It is clear that, for the [purposes of punishment] to be achieved,the nature and extent of the punishment must be carefully evaluated and decided upon, and [the state] ought not go to the extreme of executing the offender except in cases of absolute necessity: in other words, when it would not be possible otherwise to defend society. Today however, as a result of steady improvements in the organization of the penal system, such cases are very rare, if not practically non-existent. —Pope John Paul II, Evangelium Vitae 56, emphasis in the original.

These words from John Paul, found also in the Catechism of the Catholic Church and echoed in various ways by modern bishops’ conferences, have left many people confused, wondering how they fit with the earlier Catholic teaching about the death penalty. St. Augustine, Pope Innocent III, St. Thomas Aquinas, Cardinal Newman, and the Catholic tradition as a whole has accepted capital punishment. Indeed, both the Old Testament (Gn 9:6) and the New Testament (Rom 13:4) seemingly endorse the death penalty. How then are we to understand John Paul’s teaching?

Some people are tempted to think it is a simple reversal or rejection of traditional Catholic teaching. To see why this is not the case, let’s consider both the traditional and contemporary Catholic teaching in greater detail.

First, it is important to remember that traditional Catholic teaching never claimed that the state must impose the death penalty. In this, the Catholic view differs from, for example, the view of Immanuel Kant. Kant held that it was a strict duty, a duty that must be discharged, to execute those guilty of capital crimes.

By contrast, St. Thomas held that the government has the responsibility to protect the common good by means of just punishments, but he does not specify that one particular crime (e.g. murder) must always and in every case be punished in one particular way (capital punishment).

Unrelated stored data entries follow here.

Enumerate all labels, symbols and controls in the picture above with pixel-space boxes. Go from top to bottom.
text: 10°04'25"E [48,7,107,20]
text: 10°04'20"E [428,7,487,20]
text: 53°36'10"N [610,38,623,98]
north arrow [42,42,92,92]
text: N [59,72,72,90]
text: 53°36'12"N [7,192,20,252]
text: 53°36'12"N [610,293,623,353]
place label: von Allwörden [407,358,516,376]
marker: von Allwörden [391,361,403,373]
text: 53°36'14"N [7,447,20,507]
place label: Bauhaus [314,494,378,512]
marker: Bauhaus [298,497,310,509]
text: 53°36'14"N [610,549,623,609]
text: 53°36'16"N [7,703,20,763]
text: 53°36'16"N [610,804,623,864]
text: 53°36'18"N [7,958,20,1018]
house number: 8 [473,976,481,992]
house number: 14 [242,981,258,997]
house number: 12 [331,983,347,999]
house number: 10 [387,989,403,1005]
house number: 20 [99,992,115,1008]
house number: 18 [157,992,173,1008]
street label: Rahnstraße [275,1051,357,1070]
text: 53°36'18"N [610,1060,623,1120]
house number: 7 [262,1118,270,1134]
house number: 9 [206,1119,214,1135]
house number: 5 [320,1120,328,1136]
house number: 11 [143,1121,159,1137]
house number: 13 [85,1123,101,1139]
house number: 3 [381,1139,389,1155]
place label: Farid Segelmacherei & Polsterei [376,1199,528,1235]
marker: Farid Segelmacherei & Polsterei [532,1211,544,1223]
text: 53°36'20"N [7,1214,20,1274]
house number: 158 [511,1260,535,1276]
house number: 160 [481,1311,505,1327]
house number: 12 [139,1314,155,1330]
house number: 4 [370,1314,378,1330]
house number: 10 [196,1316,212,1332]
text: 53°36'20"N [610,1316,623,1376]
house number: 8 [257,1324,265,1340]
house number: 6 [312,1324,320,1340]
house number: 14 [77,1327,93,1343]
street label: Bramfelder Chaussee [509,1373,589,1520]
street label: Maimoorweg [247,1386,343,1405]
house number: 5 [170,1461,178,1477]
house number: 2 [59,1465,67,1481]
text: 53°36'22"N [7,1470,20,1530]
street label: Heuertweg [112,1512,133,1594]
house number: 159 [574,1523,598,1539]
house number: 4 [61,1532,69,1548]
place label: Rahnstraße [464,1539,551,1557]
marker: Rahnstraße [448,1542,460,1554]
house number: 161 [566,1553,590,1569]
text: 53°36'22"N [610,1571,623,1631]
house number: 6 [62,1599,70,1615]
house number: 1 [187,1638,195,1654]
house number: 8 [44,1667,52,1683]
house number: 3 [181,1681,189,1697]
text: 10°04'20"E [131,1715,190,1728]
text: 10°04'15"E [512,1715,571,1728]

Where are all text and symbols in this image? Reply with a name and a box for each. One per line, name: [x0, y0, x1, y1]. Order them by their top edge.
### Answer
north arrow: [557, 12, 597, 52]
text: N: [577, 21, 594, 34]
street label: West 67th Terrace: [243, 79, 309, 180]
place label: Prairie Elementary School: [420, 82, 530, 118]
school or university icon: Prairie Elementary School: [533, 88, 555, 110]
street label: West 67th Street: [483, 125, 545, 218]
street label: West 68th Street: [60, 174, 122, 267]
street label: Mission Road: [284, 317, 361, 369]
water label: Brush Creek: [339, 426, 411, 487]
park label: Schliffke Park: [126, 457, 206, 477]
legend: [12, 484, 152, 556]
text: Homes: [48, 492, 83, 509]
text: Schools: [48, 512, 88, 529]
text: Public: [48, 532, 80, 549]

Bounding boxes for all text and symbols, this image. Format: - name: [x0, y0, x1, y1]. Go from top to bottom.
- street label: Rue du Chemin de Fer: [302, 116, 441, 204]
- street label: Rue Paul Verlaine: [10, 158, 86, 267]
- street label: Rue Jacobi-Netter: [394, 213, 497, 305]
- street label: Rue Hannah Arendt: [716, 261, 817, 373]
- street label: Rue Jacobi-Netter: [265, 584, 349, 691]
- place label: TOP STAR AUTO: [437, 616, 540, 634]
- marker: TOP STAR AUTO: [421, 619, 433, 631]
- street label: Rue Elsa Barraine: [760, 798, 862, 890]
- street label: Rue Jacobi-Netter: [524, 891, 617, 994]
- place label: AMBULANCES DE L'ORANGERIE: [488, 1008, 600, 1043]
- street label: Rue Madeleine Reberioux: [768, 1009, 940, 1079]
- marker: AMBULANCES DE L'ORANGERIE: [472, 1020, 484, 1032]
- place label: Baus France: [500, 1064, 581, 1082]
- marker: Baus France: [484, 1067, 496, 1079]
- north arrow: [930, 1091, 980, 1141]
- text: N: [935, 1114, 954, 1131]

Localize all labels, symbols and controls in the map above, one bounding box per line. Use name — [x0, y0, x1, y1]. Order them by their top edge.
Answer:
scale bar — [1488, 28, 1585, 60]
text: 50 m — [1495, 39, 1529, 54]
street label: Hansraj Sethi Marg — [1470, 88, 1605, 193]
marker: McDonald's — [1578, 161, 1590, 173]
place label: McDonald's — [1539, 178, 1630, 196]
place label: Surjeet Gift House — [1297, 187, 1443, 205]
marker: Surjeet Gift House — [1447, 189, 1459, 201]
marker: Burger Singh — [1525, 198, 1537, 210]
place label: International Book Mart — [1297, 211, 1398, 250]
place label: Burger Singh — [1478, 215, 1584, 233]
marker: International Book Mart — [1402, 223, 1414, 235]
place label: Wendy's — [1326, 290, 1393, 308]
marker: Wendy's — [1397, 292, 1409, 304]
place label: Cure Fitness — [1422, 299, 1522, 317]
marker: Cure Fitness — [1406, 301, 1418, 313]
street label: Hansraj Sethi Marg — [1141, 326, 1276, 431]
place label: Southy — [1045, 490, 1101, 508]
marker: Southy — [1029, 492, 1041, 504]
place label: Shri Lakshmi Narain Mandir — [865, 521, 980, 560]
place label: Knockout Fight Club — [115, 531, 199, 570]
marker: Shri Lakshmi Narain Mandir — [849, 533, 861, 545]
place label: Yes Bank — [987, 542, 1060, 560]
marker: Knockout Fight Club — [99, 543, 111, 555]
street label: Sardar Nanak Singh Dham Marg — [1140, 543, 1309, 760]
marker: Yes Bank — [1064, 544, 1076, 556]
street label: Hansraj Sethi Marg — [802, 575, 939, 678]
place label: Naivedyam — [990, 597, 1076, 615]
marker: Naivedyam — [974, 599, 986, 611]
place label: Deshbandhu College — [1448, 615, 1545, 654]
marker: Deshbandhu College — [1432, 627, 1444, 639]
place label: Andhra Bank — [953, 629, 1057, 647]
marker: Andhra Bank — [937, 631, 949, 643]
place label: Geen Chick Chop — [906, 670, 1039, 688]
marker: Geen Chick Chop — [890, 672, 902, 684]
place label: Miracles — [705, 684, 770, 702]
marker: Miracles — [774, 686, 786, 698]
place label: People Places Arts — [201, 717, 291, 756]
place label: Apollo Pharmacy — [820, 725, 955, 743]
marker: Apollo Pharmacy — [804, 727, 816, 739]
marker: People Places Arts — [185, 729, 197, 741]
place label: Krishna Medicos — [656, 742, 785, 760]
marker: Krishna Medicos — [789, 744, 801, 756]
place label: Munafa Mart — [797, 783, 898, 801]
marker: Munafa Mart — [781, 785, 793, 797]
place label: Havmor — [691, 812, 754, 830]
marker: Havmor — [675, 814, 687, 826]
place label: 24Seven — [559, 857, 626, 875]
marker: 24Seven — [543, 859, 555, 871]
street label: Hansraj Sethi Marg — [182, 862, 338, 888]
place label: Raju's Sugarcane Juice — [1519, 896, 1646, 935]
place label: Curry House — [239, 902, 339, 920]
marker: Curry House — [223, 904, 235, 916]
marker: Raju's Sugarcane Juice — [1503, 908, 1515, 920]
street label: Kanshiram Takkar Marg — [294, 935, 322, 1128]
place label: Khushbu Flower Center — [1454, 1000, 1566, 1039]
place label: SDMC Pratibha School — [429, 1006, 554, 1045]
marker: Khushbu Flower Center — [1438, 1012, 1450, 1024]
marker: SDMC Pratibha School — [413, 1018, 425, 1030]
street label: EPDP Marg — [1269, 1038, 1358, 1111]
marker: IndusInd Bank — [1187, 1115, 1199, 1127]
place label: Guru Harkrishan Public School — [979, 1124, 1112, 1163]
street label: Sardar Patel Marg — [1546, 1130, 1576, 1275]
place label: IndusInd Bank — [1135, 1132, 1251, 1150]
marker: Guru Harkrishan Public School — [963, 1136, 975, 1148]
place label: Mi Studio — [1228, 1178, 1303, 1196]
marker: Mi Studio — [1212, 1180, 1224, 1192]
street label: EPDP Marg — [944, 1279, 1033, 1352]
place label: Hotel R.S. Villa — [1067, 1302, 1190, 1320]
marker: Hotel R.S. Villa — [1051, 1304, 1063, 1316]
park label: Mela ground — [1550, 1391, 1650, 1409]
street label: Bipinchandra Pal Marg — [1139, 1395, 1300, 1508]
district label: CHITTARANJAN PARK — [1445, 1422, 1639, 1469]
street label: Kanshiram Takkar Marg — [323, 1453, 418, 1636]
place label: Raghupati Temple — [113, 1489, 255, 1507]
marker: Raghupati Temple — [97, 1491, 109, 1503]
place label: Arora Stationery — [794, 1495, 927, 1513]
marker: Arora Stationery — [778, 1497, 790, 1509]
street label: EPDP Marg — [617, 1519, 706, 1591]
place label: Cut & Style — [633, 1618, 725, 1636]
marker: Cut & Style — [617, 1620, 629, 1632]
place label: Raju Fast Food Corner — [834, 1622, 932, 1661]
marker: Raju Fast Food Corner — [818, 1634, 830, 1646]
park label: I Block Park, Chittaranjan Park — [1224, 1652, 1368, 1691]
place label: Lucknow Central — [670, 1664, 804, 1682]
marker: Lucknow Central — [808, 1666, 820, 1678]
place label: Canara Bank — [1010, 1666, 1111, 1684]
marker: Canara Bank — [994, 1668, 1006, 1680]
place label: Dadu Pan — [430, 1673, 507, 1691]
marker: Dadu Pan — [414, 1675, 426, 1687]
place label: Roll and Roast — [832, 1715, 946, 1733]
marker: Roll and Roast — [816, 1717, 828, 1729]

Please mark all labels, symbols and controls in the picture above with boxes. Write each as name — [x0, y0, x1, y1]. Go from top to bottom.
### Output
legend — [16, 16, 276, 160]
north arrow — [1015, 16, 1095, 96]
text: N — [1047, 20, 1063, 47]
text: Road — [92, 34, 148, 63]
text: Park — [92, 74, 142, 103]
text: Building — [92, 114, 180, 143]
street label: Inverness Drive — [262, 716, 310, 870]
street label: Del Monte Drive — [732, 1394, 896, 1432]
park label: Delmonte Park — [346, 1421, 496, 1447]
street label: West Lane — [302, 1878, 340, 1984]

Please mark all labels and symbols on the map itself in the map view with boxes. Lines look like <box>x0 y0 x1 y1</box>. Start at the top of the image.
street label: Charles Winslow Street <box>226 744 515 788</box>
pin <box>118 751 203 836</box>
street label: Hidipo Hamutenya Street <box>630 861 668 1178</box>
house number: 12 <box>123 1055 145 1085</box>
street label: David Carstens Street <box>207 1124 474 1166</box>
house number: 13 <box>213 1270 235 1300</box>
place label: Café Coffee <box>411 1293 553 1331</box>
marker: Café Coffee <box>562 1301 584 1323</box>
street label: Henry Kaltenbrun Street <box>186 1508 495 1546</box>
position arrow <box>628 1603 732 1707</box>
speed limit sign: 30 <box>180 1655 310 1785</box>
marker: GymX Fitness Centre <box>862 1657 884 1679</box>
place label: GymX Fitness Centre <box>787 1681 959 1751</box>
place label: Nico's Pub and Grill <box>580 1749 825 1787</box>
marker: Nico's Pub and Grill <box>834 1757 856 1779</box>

Although crime and punishment must be proportionate, they can almost never be perfectly proportionate, save perhaps in financial matters. Obviously, we could not put Timothy McVeigh to death 168 times. We cannot sexually abuse the adult child molester in his youth. Even death for death for someone who has taken a single human life is not exactly proportionate, since all the details of the original killing could never be perfectly reproduced. The truth of the biblical adage “An eye for an eye, a tooth for a tooth” rests in its affirmation of the need for retributive justice, but not for a justice understood as a geometrical correspondence. Indeed, an “eye for an eye” is best understood as a principle limiting violence, as an alternative to the more severe punishment prompted by vengeance, acting violently simply as a release of emotion. Traditional Catholic teaching does not demand the death penalty for every single case of murder.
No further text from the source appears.